▶ What the task asks: Work through the data below and give the number of lines holding the word "Höhensteig", without any other text.
● ● ● ● ●
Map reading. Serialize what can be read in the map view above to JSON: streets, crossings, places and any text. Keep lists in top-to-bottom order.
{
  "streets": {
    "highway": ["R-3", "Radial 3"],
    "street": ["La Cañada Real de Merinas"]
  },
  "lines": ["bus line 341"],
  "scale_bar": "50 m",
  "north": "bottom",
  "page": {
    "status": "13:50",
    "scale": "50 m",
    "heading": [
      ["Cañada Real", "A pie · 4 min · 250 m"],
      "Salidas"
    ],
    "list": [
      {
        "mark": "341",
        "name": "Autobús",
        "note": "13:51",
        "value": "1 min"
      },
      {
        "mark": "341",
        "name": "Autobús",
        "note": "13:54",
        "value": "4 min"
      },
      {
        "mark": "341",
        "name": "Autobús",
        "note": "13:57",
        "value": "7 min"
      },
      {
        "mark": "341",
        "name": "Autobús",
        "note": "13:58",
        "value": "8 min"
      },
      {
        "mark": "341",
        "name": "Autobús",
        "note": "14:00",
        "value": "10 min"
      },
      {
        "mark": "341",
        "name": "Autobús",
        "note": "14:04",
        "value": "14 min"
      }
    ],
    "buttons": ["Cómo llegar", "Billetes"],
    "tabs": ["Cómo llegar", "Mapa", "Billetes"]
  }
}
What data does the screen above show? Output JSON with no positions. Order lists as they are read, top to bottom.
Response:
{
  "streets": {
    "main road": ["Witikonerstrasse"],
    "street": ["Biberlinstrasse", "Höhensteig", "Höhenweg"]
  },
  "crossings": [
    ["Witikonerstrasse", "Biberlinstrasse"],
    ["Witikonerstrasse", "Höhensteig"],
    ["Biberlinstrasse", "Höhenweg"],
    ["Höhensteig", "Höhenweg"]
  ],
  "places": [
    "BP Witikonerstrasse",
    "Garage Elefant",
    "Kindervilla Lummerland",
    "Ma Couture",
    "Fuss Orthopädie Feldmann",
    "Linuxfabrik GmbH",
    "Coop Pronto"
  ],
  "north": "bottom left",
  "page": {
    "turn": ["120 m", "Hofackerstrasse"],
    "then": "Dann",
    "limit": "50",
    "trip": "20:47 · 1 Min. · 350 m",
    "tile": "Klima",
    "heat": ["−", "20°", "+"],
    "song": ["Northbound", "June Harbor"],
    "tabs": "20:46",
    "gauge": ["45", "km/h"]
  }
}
● ● ● ● ●
▶ Result below: 3